Casassa v. Savarese

133 N.Y.S. 657 | N.Y. App. Div. | 1912

Carr, J.:

This action was brought originally against Vincenzo Savarese, Ferdinando Savarese and Kaphael Savarese, as copartners, doing business under the name of V. Savarese & Brothers, to recover the sum of $538.56 on the allegation in the complaint that the plaintiff had sold and delivered to the defendants a certain quantity of California wine at an agreed price, which the defendants had neglected and refused to pay. The defendants answered, joining issue on the allegations of the complaint in October, 1899. Nothing further was done in the action until February, 1911, when the plaintiff, without notice to the defendants, who had appeared in the action, applied ex parte at Special Term' in Kings county and obtained an order reviving the action against Carmela Savarese, as administratrix of Vincenzo Savarese, who had died in the meantime, which order contained a provision for the issuance of a supplemental summons and complaint.

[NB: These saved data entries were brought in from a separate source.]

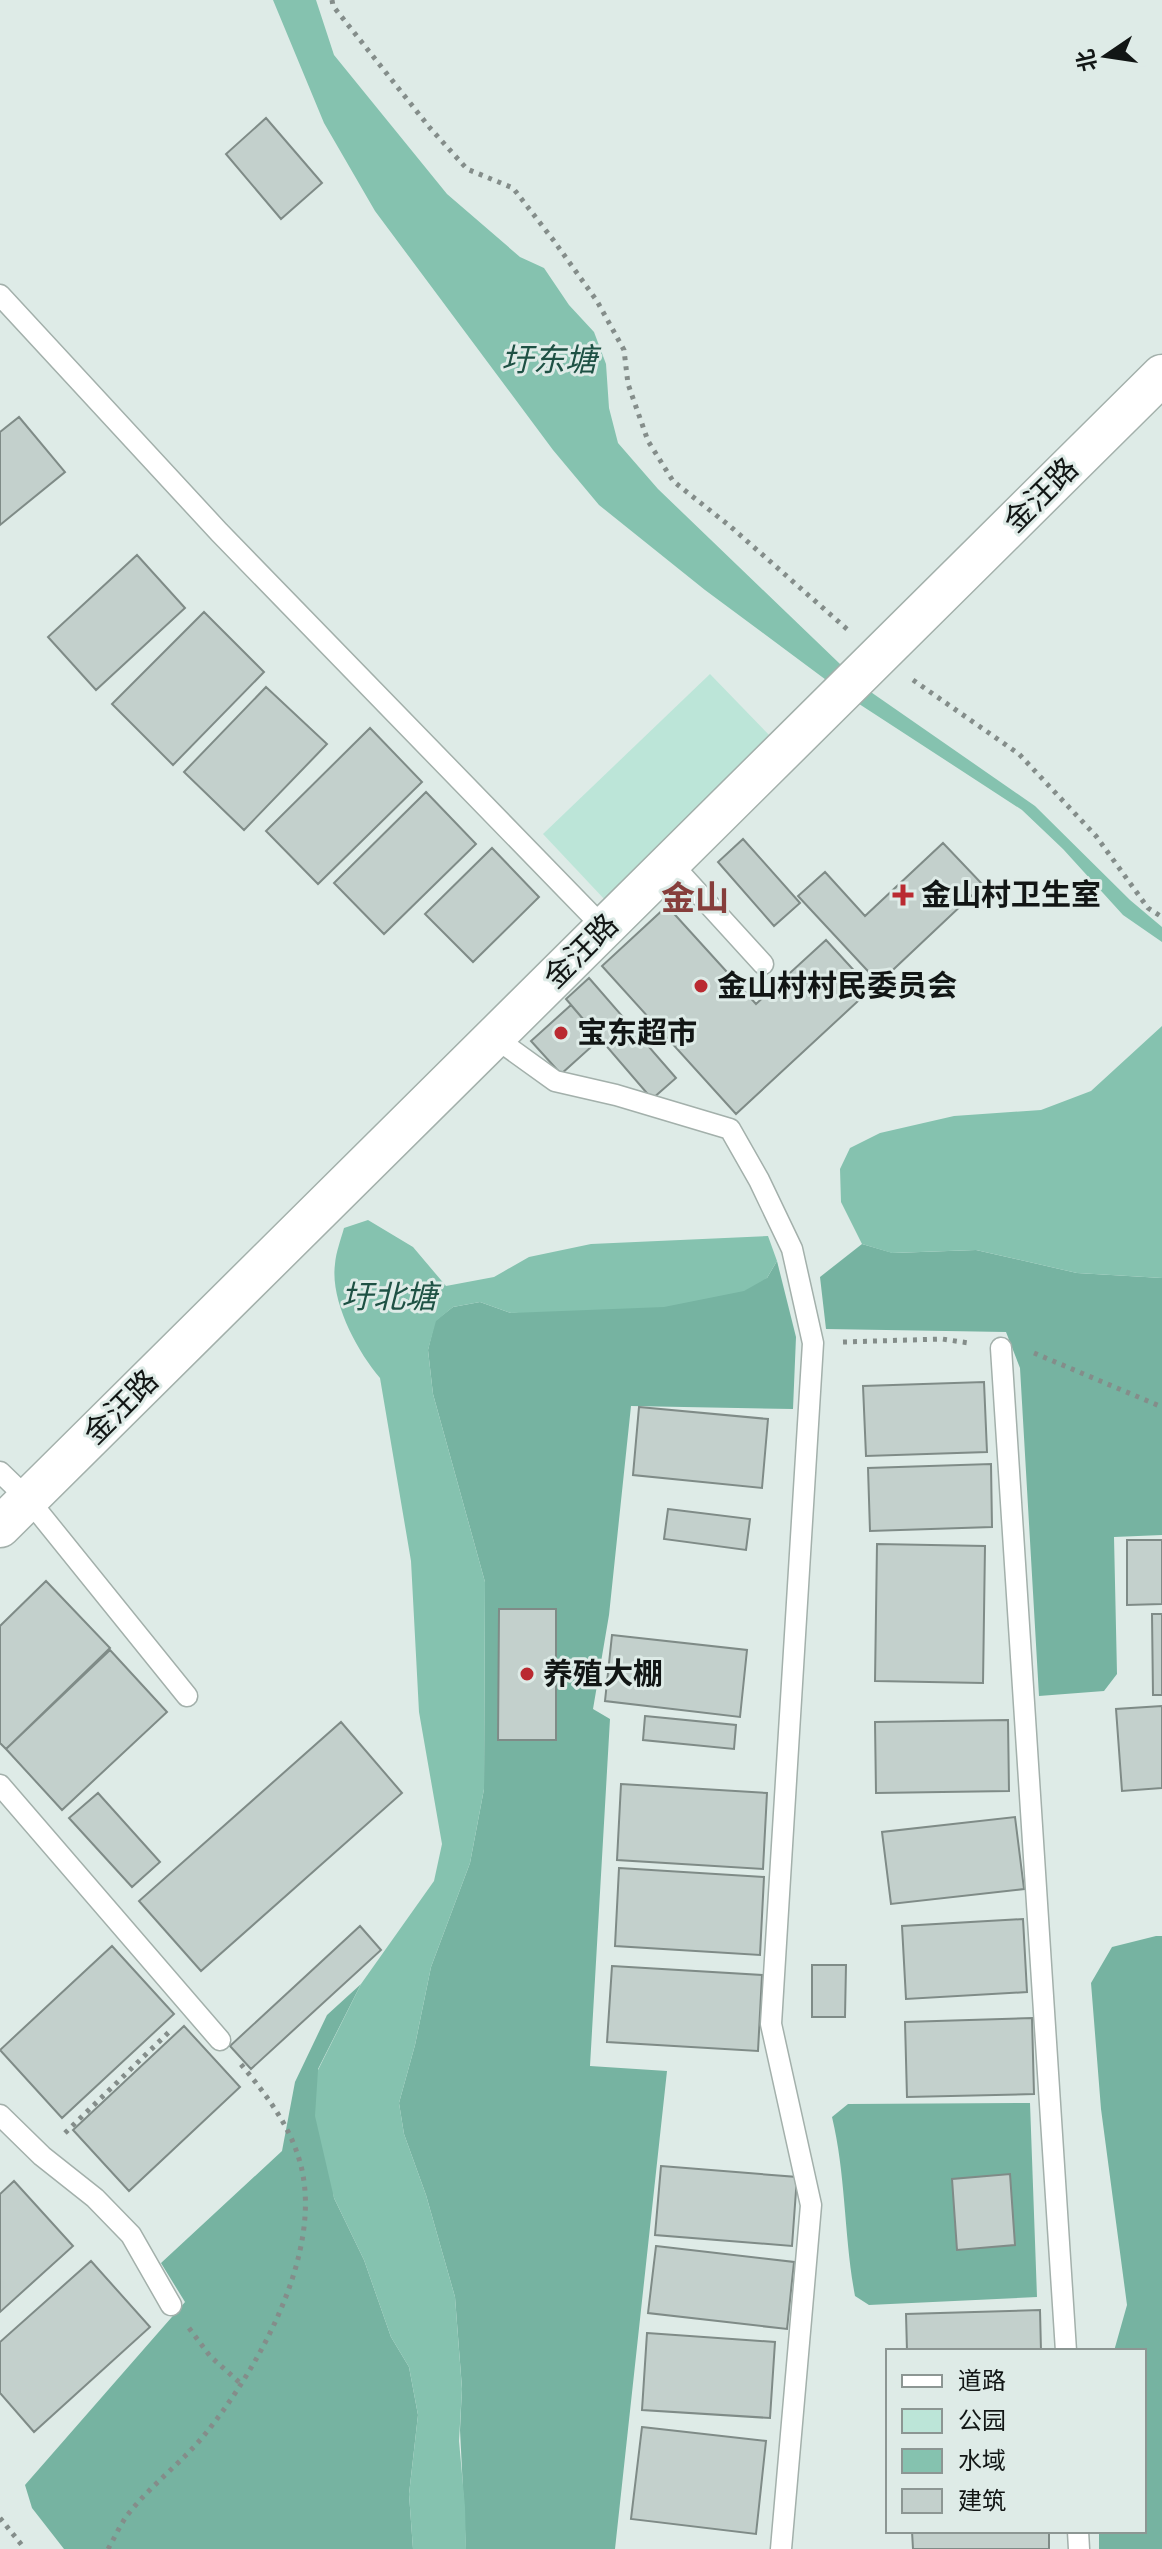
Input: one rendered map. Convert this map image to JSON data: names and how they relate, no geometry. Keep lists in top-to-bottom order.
{
  "streets": {
    "street": ["金汪路"]
  },
  "districts": ["金山"],
  "water": ["圩东塘", "圩北塘"],
  "places": {
    "health": ["金山村卫生室"],
    "other": ["金山村村民委员会", "宝东超市", "养殖大棚"]
  },
  "legend": [
    "道路",
    "公园",
    "水域",
    "建筑"
  ],
  "north": "left"
}
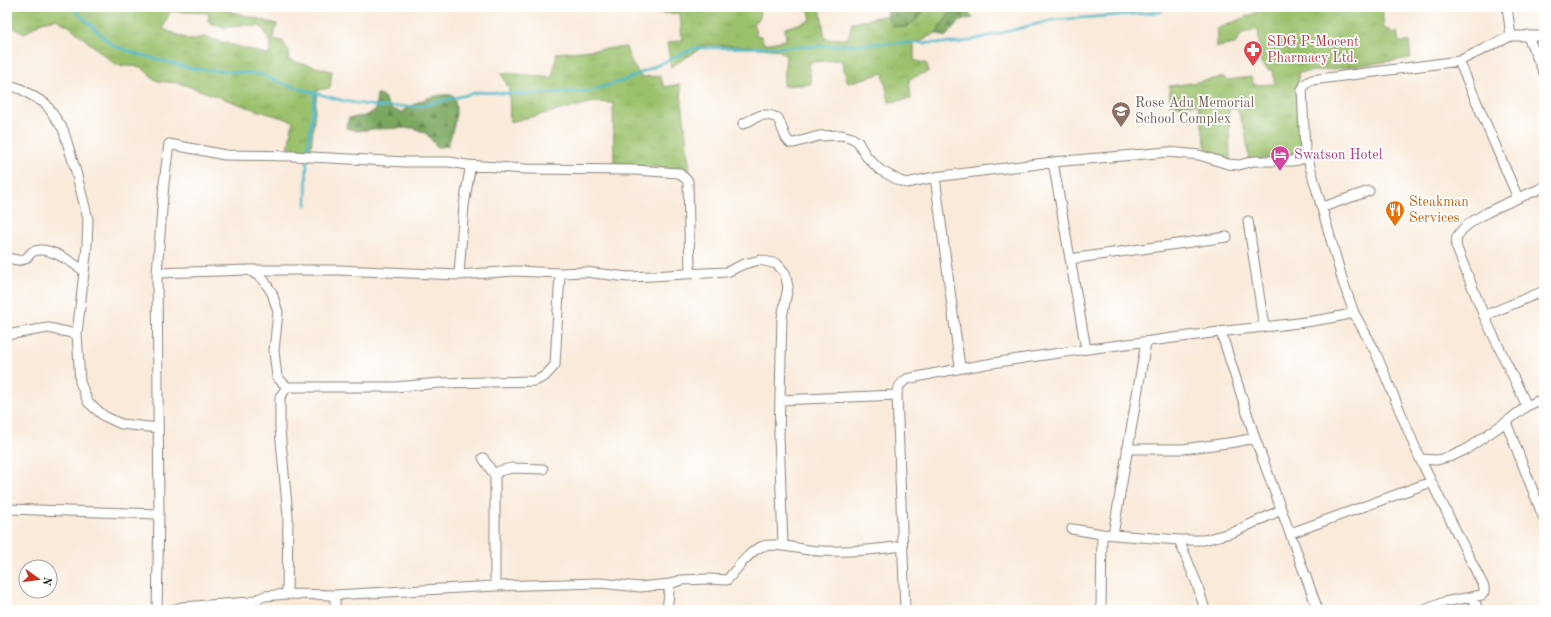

A supplemental summons and complaint; was issued against the defendant Carmela Savarese, as administratrix, and this pleading set up again the contract of sale set forth in the original complaint. Carmela Savarese, as administratrix, neither answered the supplemental complaint nor appeared in the action. Thereupon judgment was taken against her on'the ground that she was in default because of the failure to serve an answer to the supplemental complaint. *245She has moved to set aside the judgment so entered as being irregular in that, as she claims, she was not obliged to put in issue the allegations of the supplemental complaint in regard to the sale of wines to her husband, such matter having been put in issue by the answer to the original complaint. Her motion to set aside this judgment as irregular was denied, and from the order so denying it she now appeals to this court. It is provided by section 760 of the Code of Civil Procedure that, where an action is revived as against the personal representatives of one of the parties to the original action, on the application of the plaintiff the court may direct that a supplemental summons issue and that supplemental pleadings be made.”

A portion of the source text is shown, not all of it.